November 15th 2019
Aiming at those who love their music playlist like I do, in this article I'll try to give some hints as to how to normalize your music library so that songs have an uniform loudness. In this way, ideally you would be able to listen to the whole playlist without touching the volume button even once.
I had wanted to normalize my playlist for a long while, but two things inhibited me: first, most off-the-shelf solutions out there miss on some feature I need; second, many of them did not made songs as uniform as I wanted. So let's first point out some requirements we will impose to potential solutions:
Note that these requirements are actually personal preferences. However, even if you disagree with any of them, I'm sure you still can make a lot of use of what is discussed in the following.

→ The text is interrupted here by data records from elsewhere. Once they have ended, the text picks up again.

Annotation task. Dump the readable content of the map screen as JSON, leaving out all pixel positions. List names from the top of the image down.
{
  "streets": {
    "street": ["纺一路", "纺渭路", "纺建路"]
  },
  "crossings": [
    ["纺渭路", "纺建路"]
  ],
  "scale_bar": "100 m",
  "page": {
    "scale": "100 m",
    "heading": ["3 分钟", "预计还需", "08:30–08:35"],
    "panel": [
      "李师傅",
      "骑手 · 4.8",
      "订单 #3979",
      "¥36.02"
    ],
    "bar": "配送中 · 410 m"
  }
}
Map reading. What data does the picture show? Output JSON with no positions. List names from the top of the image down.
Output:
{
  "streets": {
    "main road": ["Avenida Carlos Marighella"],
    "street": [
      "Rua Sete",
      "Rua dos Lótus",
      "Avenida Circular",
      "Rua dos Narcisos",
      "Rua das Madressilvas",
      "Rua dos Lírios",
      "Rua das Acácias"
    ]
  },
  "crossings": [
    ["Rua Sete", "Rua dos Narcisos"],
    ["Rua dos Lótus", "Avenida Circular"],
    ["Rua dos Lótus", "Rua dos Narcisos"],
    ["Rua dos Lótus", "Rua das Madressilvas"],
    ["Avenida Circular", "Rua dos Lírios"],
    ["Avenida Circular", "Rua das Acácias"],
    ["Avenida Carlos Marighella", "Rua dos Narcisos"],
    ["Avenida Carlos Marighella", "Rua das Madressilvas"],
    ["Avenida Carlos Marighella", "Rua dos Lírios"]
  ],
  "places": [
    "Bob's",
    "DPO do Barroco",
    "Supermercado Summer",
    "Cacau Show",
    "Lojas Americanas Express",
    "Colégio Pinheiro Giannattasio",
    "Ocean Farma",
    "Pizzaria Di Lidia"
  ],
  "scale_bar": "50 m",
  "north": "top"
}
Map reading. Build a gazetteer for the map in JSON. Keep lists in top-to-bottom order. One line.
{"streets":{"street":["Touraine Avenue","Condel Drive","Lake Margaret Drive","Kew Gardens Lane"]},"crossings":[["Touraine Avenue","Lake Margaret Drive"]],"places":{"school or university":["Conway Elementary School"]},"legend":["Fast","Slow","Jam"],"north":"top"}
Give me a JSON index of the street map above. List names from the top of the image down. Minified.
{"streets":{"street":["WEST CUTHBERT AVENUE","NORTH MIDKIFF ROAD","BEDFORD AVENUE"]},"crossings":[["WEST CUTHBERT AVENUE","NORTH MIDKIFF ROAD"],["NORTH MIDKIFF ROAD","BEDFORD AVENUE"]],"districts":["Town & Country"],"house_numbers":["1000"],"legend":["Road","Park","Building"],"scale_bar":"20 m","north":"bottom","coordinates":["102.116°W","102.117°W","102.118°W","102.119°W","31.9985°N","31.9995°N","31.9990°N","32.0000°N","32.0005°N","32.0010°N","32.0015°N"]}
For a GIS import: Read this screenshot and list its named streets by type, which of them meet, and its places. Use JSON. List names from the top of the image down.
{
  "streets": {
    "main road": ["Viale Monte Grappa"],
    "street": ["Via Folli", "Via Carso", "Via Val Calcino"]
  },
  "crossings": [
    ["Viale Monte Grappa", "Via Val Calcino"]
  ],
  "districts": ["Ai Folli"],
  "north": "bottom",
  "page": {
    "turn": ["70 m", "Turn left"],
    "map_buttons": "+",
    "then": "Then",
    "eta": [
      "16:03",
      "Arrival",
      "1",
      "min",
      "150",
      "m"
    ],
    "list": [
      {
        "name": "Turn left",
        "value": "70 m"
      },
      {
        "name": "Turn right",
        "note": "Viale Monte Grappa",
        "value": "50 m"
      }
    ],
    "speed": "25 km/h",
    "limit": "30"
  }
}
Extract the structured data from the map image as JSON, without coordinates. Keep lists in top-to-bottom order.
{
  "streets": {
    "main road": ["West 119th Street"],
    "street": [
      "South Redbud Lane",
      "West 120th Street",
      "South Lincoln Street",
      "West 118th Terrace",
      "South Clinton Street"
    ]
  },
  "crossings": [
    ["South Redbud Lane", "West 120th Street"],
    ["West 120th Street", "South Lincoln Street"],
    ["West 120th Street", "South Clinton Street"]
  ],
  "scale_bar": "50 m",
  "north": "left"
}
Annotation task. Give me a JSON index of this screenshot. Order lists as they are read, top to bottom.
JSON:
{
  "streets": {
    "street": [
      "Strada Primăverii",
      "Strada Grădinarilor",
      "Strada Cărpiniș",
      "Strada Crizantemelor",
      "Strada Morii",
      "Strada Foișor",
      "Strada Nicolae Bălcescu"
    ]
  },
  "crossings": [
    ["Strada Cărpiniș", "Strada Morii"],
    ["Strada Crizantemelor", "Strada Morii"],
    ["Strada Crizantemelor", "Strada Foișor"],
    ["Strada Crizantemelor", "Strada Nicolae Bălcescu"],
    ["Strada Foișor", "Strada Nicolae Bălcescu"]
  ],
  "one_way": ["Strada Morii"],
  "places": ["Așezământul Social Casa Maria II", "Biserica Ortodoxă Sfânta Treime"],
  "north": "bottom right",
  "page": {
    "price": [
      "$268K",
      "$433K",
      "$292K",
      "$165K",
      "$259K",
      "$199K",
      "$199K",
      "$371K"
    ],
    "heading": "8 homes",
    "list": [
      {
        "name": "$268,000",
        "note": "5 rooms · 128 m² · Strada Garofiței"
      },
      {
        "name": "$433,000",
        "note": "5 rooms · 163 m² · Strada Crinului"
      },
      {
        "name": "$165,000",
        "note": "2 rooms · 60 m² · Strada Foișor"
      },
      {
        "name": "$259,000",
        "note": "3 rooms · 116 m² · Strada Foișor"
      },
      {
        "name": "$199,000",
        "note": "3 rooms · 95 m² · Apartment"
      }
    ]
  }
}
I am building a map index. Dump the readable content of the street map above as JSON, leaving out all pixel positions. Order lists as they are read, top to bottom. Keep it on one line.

A digital music file is composed of sequences of numbers, often signed 16-bit integers. The file might contain more than 1 such sequence, called streams in the digital music field. For example, stereo audio has 2 sequences, one for each side of your headphones, and surround sound has 5 or more streams to play in each loudspeaker in your living room.
These numbers represent oscillations of the https://en.wikipedia.org/wiki/Loudspeaker#Diaphragm of the loudspeaker or the microphone. When you speak or play some music, you cause perturbations in air pressure, which reach the microphone's diaphragm and cause it to shake, which in turn generates voltage that is discretely recorded as a sequence of numbers. For loudspeakers, the difference is that these numbers are received, converted to voltage, which causes the diaphragma to move and then cause pressure changes in the air, generating some sound.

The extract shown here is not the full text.